The myth is that an affair between a student and her academic lover represents an abuse of his power. What power? Thanks to the accountability imposed by the Quality Assurance Agency and other intrusive bodies, the days are gone when a scholar could trade sex for upgrades. I know of two girls who, in 1982, got firsts in biochemistry from a south-coast university in exchange for favours to a professor, but I know of no later scandals.
Kealey notes that "girls fantasize" about their middle-aged male instructors, and goes on to assert that
Normal girls - more interested in abs than in labs, more interested in pecs than specs, more interested in triceps than tripos - will abjure their lecturers for the company of their peers, but nonetheless, most male lecturers know that, most years, there will be a girl in class who flashes her admiration and who asks for advice on her essays. What to do?

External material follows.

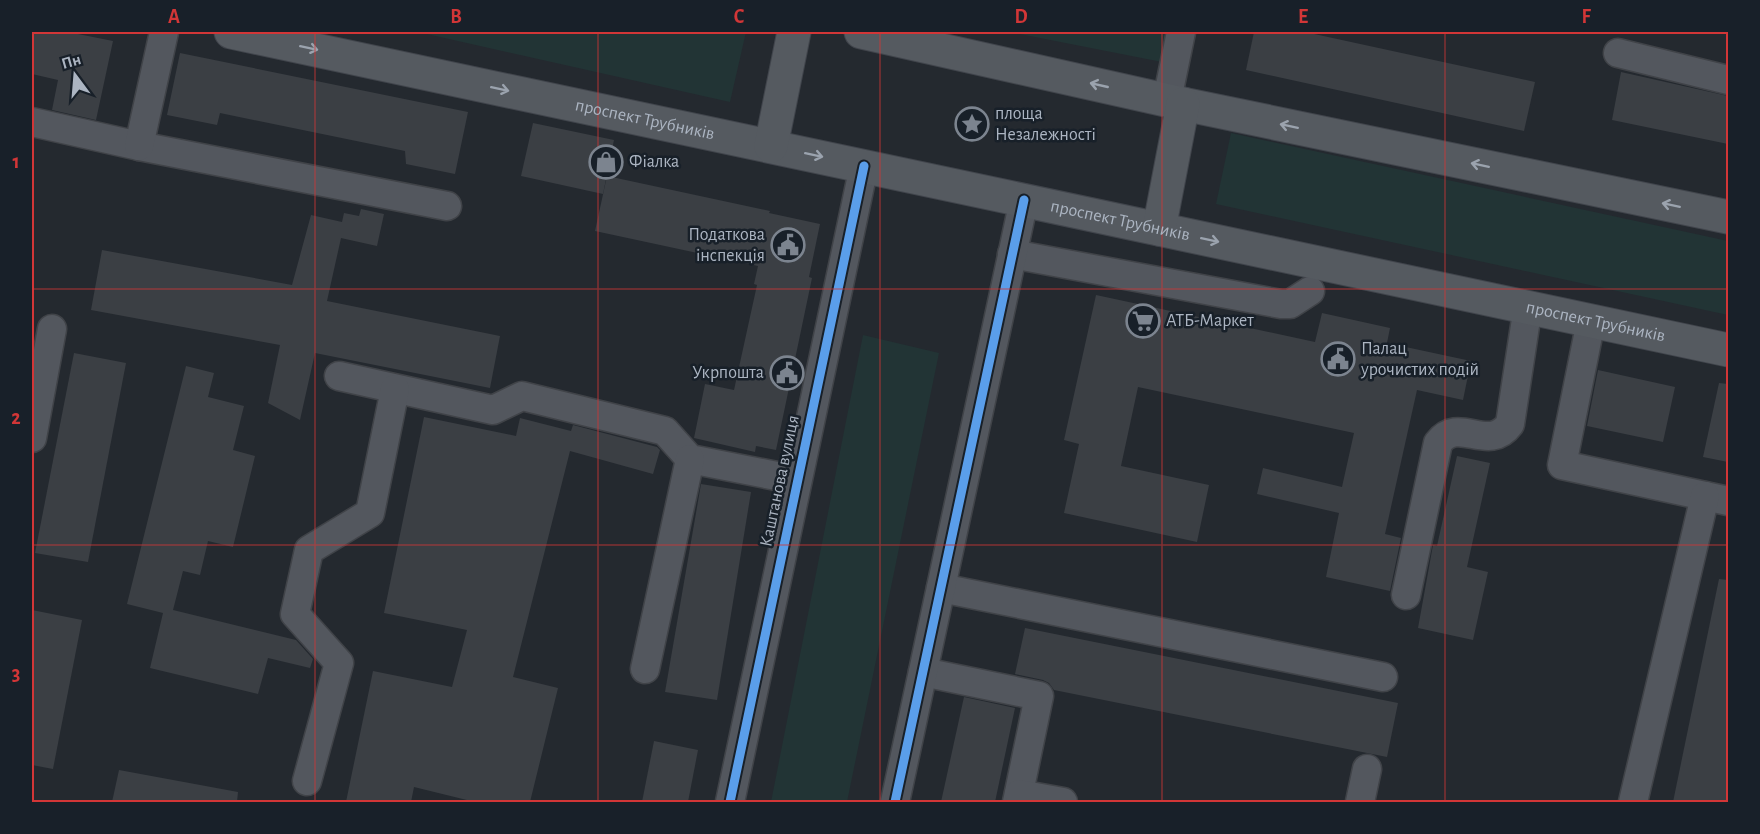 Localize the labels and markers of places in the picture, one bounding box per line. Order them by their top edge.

Enjoy her! She's a perk. She doesn't yet know that you are only Casaubon to her Dorothea, Howard Kirk to her Felicity Phee, and she will flaunt you her curves. Which you should admire daily to spice up your sex, nightly, with the wife.
Let's ignore that sweeping generalizations about the interests of "normal" undergraduate women, and his metaphorical comparison of university classrooms to Stringfellows, an establishment primarily known for lap dances, and focus on the basic premises of his argument:
Undergraduate women "flash [their] admiration," and "flaunt you their curves"; the male faculty member should therefore "admire them," in order to "spice up your sex, nightly, with the wife."
Nice. So it's a perk to prey upon female undergraduates, and then exploit them vicariously with sex with "the wife"--whom Kealey makes sound like a bionic sex toy. Notice the emphasis throughout is on Kealey's predatory male gaze, and Kealey's sexual pleasure. The female students, and, presumably, "the wife," are mere prey.
Notice too the implied assumption that an undergarduate female who does want help with her essay, rather than sex with an aging male prof, is not "normal." His ostensible defense, quoted here, that his decision to use what he describes as "inappropriate and transgressional language" was done as a literary devices meant to highlight the idea that "trangressional sex" between faculty and students is "inappropriate" fails dismally in the context of this essay by Kealey on the sex appeal of the mature and balding man. This isn't funny. It is offensive and more than a little stupid. Kealey's language is almost predatory. He sounds in this piece very much like one of those profs that young women warn each other about; you know: "He's ok in lecture, I guess, just don't ever go to his office hours. And if you have to see him, bring your boyfriend or something." I'm not the only one reading him this way; according to the BBC, the British National Union of Students has publicly condemned Kealey's comments as insulting and disrespectful to women.